Metabolically Healthy Obesity
Not everyone who qualifies as obese by BMI has the metabolic problems typically associated with excess weight. Researchers have identified a subgroup sometimes called “metabolically healthy obesity,” where a person has a BMI of 30 or above but normal blood pressure, normal blood sugar, healthy cholesterol and triglyceride levels, and no signs of insulin resistance.
This concept is real but comes with a significant caveat. Long-term studies consistently show that many people who appear metabolically healthy at one point in time go on to develop metabolic problems within 5 to 10 years. The condition appears to be more of a transitional phase than a permanent state for most people. Still, it highlights an important point: BMI alone doesn’t predict individual health. Someone with a BMI of 32, normal blood pressure, good cholesterol numbers, and an active lifestyle is in a very different situation from someone with the same BMI who has elevated blood sugar and high triglycerides.
Which Measurement Matters Most
No single number captures whether someone is obese in a way that perfectly predicts their health. BMI is the most widely used measure because it’s simple and requires only a scale and a tape measure. Waist circumference adds information about where fat is stored. Waist-to-height ratio performs well as a quick screen for metabolic risk across different body types and ethnic groups.

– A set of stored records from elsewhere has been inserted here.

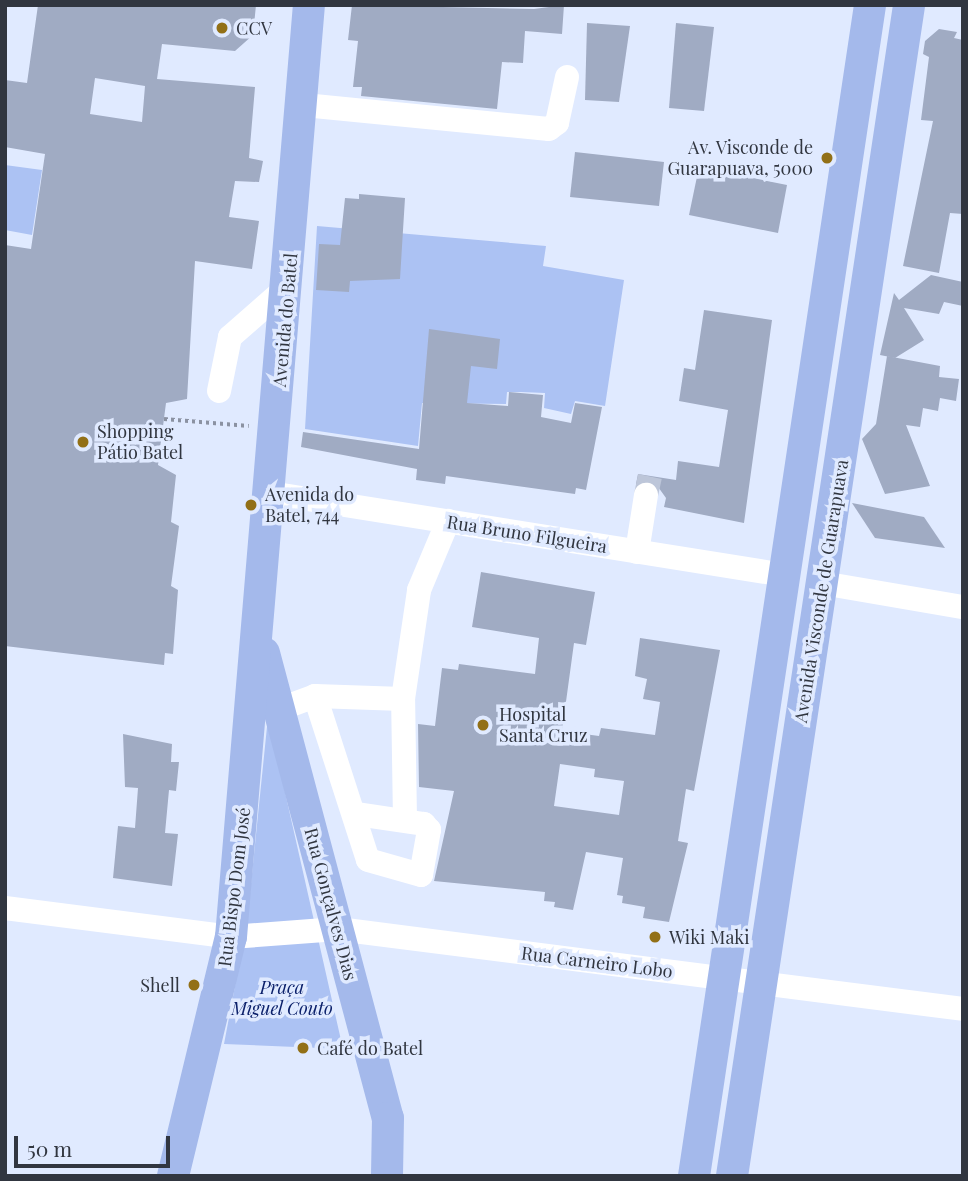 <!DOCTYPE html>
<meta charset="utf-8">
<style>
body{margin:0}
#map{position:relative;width:968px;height:1181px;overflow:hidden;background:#e0eaff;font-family:"Playfair Display",serif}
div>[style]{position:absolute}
.green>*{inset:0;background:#acc2f3}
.building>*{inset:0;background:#a0abc3}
.minor-tunnel>*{height:24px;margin-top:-12px;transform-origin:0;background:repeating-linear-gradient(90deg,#bdc6d9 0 24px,transparent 0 36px)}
.path>*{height:3.5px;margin-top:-1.75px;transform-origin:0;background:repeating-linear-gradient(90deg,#8b92a2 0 3.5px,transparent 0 7px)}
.minor>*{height:24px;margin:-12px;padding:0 12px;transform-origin:12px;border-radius:12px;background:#fff}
.major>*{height:32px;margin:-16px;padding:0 16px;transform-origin:16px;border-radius:16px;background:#a4b9eb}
.dots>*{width:19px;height:19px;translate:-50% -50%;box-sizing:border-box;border:4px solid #e0eaff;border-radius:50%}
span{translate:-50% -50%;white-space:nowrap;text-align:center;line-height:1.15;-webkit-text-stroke:7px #e0eaff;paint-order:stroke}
.poi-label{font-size:18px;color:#313640}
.left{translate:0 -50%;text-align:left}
.right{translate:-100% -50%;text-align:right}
.street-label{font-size:18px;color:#313640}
.park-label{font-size:18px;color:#0c216b;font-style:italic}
.frame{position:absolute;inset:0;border:7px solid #313640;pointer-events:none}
.scale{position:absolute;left:14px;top:1136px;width:156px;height:32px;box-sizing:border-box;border:4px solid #313640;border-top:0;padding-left:9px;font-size:21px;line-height:24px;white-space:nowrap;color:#313640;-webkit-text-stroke:5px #e0eaff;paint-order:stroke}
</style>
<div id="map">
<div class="green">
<div style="clip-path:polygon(5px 165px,42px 170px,32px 235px,5px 230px)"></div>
<div style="clip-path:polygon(317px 226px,546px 246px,543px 266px,624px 280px,605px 406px,575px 401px,571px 414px,544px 408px,545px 393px,521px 392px,507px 392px,506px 404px,422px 403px,418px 446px,305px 429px)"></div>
<div style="clip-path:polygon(268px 717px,343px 1049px,224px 1044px,247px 923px)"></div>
</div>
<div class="building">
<div style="clip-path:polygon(evenodd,38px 5px,256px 5px,253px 35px,235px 51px,162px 44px,157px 79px,255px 87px,249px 158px,263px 161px,259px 182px,235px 181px,229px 217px,259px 221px,252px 269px,195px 261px,187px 399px,166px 403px,158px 465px,176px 475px,171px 522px,179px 526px,171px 586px,178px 590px,173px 654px,165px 653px,164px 665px,5px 646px,5px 245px,31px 249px,45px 154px,5px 147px,5px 80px,27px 83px,38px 5px,95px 78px,145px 86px,142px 122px,90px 114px,95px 78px)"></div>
<div style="clip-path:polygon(352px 5px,534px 9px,564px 5px,562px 34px,525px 31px,523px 63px,502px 62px,497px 109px,361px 96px,362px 87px,353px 87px,358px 41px,348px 40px)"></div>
<div style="clip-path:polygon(587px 23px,630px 26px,619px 102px,585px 100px)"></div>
<div style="clip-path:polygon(676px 23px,714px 27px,704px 111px,669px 108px)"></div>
<div style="clip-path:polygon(939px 29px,957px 32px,954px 38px,963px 40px,963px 214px,950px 213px,939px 273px,903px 266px,933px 121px,921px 120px,929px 57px,923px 54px,925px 41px)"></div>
<div style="clip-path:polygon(575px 152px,664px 162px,659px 206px,570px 197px)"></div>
<div style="clip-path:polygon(699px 167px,787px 185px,778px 233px,689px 215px)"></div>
<div style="clip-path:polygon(359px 194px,405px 198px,400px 279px,350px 281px,349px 292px,316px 290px,319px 244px,340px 245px,345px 198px,359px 199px)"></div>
<div style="clip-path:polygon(931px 275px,963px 282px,963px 306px,944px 302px,939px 314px,904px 308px,924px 340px,895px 358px,880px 355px,894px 293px,899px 300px)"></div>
<div style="clip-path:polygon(704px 310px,772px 320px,744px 523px,664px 507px,666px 498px,656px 484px,636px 484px,638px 474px,676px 480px,678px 461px,719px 467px,728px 410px,679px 401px,684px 368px,695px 370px)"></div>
<div style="clip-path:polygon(429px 329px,500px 339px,497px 369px,471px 366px,467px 403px,508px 406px,509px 392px,543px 395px,541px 417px,571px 423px,575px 403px,602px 407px,586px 490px,576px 488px,575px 494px,446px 476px,445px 484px,416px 480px,417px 469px,301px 447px,303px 432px,419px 449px)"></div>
<div style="clip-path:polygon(887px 356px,940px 366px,939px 377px,959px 379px,956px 401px,940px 398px,938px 411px,923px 408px,920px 427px,906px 425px,930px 486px,885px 494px,862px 439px,876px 424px)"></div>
<div style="clip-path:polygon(852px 503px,924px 517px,945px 548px,875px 538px)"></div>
<div style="clip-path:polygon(evenodd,481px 572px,595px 592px,586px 645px,574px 643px,562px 731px,599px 736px,601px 728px,655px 735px,660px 702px,643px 699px,647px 679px,635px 676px,640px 638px,720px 650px,694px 791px,686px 789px,678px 841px,688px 843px,669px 922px,643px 918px,645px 907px,622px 903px,623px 896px,617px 895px,623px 858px,586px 852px,573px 910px,554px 907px,555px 902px,544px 901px,545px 892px,434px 881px,454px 791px,419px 787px,418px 724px,435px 726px,442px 668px,458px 670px,459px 664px,535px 674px,539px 638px,472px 627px,481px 572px,560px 764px,595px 769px,594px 777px,624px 781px,619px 815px,554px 806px,560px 764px)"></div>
<div style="clip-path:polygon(123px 734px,172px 744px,171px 762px,179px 762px,176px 791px,169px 790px,165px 833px,178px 834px,172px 886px,113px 878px,118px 826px,135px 828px,138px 788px,125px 787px)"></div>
</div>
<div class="minor-tunnel">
<div style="left:646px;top:495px;width:19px;rotate:-78deg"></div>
</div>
<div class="path">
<div style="left:164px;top:419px;width:85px;rotate:4.7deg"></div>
</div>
<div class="minor">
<div style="left:304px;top:105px;width:246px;rotate:5.6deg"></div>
<div style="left:549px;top:129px;width:10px;rotate:-37deg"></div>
<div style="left:557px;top:123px;width:47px;rotate:-77.7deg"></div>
<div style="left:219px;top:391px;width:55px;rotate:-78.5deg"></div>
<div style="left:230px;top:337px;width:77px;rotate:-41.3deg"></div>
<div style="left:270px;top:493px;width:520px;rotate:9.06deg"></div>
<div style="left:637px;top:552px;width:58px;rotate:-81deg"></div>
<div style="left:822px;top:583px;width:143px;rotate:9.7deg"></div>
<div style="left:315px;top:696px;width:172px;rotate:72.1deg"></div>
<div style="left:368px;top:860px;width:55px;rotate:15.8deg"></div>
<div style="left:421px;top:875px;width:46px;rotate:-79.9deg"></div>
<div style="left:429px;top:830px;width:8px;rotate:-130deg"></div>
<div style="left:424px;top:824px;width:69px;rotate:-171.6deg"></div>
<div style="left:280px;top:709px;width:37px;rotate:-20deg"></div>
<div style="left:315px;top:696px;width:88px;rotate:2deg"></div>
<div style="left:405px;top:820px;width:121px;rotate:-90.9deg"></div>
<div style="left:403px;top:699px;width:110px;rotate:-81.6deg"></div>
<div style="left:419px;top:590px;width:75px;rotate:-67.2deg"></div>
<div style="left:5px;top:908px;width:228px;rotate:7.3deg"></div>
<div style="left:231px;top:937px;width:107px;rotate:-4.3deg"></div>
<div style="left:338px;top:929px;width:630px;rotate:7.29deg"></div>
</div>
<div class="major">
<div style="left:264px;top:653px;width:481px;rotate:75.1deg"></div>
<div style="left:388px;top:1118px;width:58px;rotate:91deg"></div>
<div style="left:173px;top:1176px;width:246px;rotate:-76.4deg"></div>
<div style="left:231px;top:937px;width:935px;rotate:-85.22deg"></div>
<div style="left:694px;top:1176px;width:1184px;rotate:-81.45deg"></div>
<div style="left:732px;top:1176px;width:1184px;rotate:-81.4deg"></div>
</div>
<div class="dots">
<div style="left:222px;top:28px;background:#927017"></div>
<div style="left:827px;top:158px;background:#927017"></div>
<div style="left:83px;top:442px;background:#927017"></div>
<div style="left:251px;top:505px;background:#927017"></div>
<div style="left:483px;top:725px;background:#927017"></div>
<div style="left:655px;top:937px;background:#927017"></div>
<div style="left:194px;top:985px;background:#927017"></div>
<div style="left:303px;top:1048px;background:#927017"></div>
</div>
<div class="poi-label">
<span class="left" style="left:236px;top:28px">CCV</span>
<span class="right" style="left:813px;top:158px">Av. Visconde de<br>Guarapuava, 5000</span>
<span class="left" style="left:97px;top:442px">Shopping<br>Pátio Batel</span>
<span class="left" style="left:265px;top:505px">Avenida do<br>Batel, 744</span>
<span class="left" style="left:499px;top:725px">Hospital<br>Santa Cruz</span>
<span class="left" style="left:669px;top:937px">Wiki Maki</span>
<span class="right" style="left:180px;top:985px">Shell</span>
<span class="left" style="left:317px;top:1048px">Café do Batel</span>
</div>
<div class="street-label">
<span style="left:285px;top:320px;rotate:-85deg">Avenida do Batel</span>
<span style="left:527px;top:534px;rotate:9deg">Rua Bruno Filgueira</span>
<span style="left:821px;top:591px;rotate:-81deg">Avenida Visconde de Guarapuava</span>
<span style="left:234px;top:887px;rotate:-83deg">Rua Bispo Dom José</span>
<span style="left:331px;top:904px;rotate:75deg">Rua Gonçalves Dias</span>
<span style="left:597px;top:962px;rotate:7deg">Rua Carneiro Lobo</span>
</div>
<div class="park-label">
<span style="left:282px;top:998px">Praça<br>Miguel Couto</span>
</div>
<div class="frame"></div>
<div class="scale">50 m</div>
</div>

If you’re trying to figure out where you stand, start with BMI as a baseline. Then measure your waist at the narrowest point above your hip bones (usually at the level of your navel). If your BMI is between 25 and 35, waist circumference becomes especially informative, because it can distinguish between people in that range who carry most of their weight around their middle and those who don’t. For people with a BMI above 35, the additional health risks are generally present regardless of where the fat sits.
Your doctor may also look at blood pressure, fasting blood sugar, and cholesterol panels to get a fuller picture. The obesity classification on its own is a starting point for understanding risk, not a complete diagnosis.